And I don't think the rest can be done.

#### d_leet

Step 1 is wrong.

log ( A - B - C ) doesn't equal log ( A - B ) / log ( C )

log ( A - B ) / log ( C ) is actually log [(A-B)/C]
That is wrong too. The rule is log(A) - log(B) = Log(A/B).

#### Jeff Cook

I made an error, but I still have the question...

Okay, I made an error. I will step back to the original problem that I had but did not include.

In...

A - log ( e^(A-B) / e^(C)) = A - B - C

What is C? If it cannot be done, could speculate or explain why it can't?

Again, any help with this would be greatly appreciated.

Thanks,

Jeff

#### d_leet

Okay, I made an error. I will step back to the original problem that I had but did not include.

In...

A - log ( e^(A-B) / e^(C)) = A - B - C

What is C? If it cannot be done, could speculate or explain why it can't?

Again, any help with this would be greatly appreciated.

Thanks,

Jeff
Use the rules of logs, starting with the one I posted above, this should simplify very easily.

#### cristo

Staff Emeritus
Okay, I made an error. I will step back to the original problem that I had but did not include.

In...

A - log ( e^(A-B) / e^(C)) = A - B - C

What is C? If it cannot be done, could speculate or explain why it can't?
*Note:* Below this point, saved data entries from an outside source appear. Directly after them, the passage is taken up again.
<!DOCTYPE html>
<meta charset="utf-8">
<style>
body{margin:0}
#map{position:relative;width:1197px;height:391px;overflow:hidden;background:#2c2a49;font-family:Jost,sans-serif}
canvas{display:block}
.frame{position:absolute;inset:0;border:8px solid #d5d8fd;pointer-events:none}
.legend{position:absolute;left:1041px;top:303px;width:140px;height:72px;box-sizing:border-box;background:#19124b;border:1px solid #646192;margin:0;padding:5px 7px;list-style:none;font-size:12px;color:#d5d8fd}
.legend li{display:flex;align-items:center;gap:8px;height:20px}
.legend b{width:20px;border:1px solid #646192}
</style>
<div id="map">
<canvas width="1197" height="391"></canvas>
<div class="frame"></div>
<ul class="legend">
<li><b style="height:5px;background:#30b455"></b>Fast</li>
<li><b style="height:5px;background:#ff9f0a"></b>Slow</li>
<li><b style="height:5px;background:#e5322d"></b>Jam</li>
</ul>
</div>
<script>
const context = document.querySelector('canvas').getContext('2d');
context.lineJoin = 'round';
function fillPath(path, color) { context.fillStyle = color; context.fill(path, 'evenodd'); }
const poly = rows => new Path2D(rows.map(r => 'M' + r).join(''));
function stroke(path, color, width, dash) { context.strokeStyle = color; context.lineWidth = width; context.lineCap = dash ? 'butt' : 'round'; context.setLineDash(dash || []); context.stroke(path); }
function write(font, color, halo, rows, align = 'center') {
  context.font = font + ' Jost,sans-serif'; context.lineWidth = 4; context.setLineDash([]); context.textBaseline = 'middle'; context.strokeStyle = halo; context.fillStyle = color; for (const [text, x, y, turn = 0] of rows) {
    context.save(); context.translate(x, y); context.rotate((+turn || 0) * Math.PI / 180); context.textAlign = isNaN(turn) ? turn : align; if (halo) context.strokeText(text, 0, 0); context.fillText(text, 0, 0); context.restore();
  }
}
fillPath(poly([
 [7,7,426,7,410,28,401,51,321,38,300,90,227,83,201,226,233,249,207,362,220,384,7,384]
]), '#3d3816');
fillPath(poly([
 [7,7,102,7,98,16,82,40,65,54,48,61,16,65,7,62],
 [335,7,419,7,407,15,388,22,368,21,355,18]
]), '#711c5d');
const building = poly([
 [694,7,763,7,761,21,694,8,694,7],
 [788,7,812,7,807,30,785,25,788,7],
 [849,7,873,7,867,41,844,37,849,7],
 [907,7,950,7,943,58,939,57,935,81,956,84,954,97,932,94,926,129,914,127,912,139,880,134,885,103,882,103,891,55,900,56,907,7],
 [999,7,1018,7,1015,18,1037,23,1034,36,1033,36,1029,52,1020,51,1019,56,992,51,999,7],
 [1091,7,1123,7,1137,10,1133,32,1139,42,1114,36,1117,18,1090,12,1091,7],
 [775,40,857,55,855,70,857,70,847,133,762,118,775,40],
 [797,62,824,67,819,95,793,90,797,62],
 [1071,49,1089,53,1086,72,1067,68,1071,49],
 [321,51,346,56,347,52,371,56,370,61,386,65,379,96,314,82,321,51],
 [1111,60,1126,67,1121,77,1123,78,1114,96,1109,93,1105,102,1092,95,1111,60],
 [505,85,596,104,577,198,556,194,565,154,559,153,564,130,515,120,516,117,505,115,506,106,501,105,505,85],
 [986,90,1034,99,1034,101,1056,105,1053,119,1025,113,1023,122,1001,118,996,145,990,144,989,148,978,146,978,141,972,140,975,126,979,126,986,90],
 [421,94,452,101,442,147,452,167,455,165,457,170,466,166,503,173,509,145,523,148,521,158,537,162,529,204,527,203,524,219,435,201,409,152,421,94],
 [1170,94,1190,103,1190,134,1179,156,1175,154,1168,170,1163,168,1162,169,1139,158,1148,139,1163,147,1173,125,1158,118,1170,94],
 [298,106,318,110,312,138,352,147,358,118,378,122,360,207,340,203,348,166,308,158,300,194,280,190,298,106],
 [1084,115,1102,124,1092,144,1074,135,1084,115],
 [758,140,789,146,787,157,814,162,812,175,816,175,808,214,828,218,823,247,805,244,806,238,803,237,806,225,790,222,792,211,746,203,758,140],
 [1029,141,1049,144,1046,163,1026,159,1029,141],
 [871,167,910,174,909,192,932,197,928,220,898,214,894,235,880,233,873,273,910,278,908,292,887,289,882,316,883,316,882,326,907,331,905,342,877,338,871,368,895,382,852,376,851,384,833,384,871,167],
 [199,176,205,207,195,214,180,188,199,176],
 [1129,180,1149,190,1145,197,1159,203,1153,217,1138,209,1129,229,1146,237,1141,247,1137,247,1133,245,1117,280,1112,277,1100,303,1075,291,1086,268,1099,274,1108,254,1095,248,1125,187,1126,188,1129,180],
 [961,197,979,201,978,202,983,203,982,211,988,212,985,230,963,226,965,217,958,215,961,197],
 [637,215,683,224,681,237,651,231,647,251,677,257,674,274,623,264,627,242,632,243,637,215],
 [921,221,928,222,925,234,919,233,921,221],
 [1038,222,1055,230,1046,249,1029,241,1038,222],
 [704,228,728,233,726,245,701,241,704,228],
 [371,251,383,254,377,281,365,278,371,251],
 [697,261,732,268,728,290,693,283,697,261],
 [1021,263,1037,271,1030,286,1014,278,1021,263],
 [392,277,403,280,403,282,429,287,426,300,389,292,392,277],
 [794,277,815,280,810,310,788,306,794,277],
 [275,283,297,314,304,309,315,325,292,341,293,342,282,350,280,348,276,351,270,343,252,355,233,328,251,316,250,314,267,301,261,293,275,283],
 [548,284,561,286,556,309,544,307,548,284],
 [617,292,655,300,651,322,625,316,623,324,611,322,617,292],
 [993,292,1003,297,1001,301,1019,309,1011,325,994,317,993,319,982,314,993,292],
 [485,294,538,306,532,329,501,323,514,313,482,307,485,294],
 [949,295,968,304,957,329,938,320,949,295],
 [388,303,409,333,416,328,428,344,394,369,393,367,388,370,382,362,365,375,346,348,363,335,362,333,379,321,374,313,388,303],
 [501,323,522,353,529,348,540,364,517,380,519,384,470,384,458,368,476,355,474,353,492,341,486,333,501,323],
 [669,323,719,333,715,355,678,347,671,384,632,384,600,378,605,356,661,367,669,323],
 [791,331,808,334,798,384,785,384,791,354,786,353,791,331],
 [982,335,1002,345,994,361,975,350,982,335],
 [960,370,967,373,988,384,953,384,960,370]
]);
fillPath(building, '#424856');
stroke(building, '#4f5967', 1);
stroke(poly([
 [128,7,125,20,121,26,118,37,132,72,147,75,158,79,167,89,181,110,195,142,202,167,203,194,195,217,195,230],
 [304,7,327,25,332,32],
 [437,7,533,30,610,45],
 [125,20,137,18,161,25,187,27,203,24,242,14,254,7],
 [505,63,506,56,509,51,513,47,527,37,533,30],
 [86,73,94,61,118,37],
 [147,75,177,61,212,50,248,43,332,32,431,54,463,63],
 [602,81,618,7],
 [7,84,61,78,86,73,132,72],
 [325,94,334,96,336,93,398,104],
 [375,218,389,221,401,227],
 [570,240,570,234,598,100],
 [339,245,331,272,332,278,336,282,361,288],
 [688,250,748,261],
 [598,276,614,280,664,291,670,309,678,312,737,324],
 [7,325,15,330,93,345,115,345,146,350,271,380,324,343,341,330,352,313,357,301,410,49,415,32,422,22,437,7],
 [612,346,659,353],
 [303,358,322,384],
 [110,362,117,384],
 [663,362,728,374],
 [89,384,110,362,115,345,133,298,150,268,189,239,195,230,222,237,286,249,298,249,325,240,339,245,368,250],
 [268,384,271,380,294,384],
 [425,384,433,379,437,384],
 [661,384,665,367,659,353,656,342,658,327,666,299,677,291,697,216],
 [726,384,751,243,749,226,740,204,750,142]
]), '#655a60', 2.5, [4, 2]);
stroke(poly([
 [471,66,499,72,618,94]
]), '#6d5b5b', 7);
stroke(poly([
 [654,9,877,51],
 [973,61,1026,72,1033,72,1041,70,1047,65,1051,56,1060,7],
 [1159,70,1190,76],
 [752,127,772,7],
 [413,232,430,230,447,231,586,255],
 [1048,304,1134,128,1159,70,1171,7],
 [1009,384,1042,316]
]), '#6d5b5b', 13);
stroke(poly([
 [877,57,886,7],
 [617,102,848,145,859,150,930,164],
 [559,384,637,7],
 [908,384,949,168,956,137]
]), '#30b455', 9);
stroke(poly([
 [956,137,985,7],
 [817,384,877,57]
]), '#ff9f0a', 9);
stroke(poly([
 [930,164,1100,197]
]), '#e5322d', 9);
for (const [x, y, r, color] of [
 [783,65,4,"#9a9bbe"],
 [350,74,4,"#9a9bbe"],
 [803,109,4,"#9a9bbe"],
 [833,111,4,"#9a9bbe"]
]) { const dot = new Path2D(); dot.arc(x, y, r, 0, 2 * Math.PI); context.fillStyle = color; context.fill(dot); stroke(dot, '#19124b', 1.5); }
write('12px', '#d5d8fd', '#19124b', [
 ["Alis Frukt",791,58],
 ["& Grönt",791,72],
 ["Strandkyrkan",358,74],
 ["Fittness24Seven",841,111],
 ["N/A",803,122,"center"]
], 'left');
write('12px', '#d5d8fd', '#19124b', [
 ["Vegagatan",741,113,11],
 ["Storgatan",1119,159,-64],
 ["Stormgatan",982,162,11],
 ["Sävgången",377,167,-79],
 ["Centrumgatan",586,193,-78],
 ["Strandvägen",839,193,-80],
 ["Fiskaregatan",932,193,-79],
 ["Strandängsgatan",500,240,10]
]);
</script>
Again, any help with this would be greatly appreciated.

Thanks,

Jeff
Well, first subtract A from both sides. Next note that $$\frac{e^{(A-B)}}{e^{C}}=e^{(A-B)}e^{-C}=e^{(A-B-C)}$$ It should then simplify quite easily.

#### Jeff Cook

Got it...

Okay, thanks, guys.

J

#### theperthvan

and remember that log(e^x) = x

#### Gib Z

Homework Helper
Natural Log That is. I dont always like it when people use log for log base e, using ln is quicker and more informative...

#### theperthvan

Natural Log That is. I dont always like it when people use log for log base e, using ln is quicker and more informative...
Yes, same here.

#### uart

Well, first subtract A from both sides. Next note that $$\frac{e^{(A-B)}}{e^{C}}=e^{(A-B)}e^{-C}=e^{(A-B-C)}$$ It should then simplify quite easily.
If by simplified he means to express C in closed form in terms of A and B then I'd like to see someone do it. It looks like a transendental equation to me.

#### D H

Staff Emeritus
It looks like a tautology to me.

#### uart

tautology, how so?

#### DanReit

C=A/(ln10+1)-B

correct me if I'm wrong.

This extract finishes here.